Não há estatísticas oficiais sobre a quantidade de cães-guias no Brasil, mas as instituições especializadas estimam em menos de cem em todo o país, diante de uma população de 582.000 mil pessoas cegas, de acordo com o IBGE.
Discriminação
Para a Deputada Federal Mara Gabrilli (PSDB-SP), relatora da Lei Brasileira de Inclusão - LBI, que entrou em vigor neste mês, o caso de Daniela pode ser enquadrado como discriminação à pessoa com deficiência e deve ser denunciado aos órgãos de direito.
"Tudo sempre cai na falta de informação,
na falta de treinamento, na falta de qualificação
e na falta de bom senso.
Mas negar acesso a um cão-guia,
pela nova lei, configura-se discriminação,
afinal o que muitos taxistas não querem é sujar o carro.

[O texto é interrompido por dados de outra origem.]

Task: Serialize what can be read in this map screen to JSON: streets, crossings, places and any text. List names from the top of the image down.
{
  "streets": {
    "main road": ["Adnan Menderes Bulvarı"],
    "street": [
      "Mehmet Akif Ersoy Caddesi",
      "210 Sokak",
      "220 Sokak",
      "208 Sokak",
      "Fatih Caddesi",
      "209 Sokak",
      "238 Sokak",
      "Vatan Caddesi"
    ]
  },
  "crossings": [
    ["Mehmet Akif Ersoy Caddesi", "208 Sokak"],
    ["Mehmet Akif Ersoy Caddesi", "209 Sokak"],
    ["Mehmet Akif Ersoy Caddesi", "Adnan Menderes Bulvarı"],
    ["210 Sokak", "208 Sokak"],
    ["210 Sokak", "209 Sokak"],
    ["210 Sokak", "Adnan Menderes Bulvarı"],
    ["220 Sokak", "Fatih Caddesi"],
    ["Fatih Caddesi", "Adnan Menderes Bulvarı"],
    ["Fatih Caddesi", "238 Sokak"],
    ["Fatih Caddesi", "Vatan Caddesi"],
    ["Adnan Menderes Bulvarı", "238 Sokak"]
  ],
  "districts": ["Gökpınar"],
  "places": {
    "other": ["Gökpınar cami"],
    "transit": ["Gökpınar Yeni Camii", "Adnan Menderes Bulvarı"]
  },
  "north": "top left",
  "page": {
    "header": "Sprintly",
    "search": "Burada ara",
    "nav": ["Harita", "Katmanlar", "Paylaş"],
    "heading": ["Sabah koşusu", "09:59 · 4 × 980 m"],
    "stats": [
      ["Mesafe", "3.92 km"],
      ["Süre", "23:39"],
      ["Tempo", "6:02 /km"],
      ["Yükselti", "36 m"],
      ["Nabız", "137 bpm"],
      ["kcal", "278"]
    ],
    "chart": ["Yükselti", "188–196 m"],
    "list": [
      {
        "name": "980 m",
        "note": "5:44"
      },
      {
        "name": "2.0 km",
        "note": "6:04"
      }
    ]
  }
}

Eles tem uma concessão pública,
precisam andar de acordo com a legislação",
Diz.
Por temer ficar exposta a algum tipo de represália, Daniela pediu que o nome do profissional que negou a viagem não fosse divulgado.
"Uma situação dessas expõe demais uma pessoa cega.
Tenho medo",
Afirma.
Bloqueio
Por meio de nota, a 99táxis afirmou que "não corrobora" nem "aceita" a atitude do motorista envolvido no caso.
A empresa informou que ele foi "bloqueado do aplicativo", o que o impedirá de atender pelo serviço.
Ainda segundo a 99táxis, há frequente comunicação com os seus taxistas, "com objetivo de manter um alto padrão de atendimento".
A empresa se comprometeu a promover uma campanha de conscientização "para reforçar que aceitar o cão guia não é opção, mas, sim, um dever cívico garantido pela legislação".
O Sindicato dos Taxistas de São Paulo considerou o fato "Lamentável", digno de "Repúdio" e colocou-o como uma "exceção".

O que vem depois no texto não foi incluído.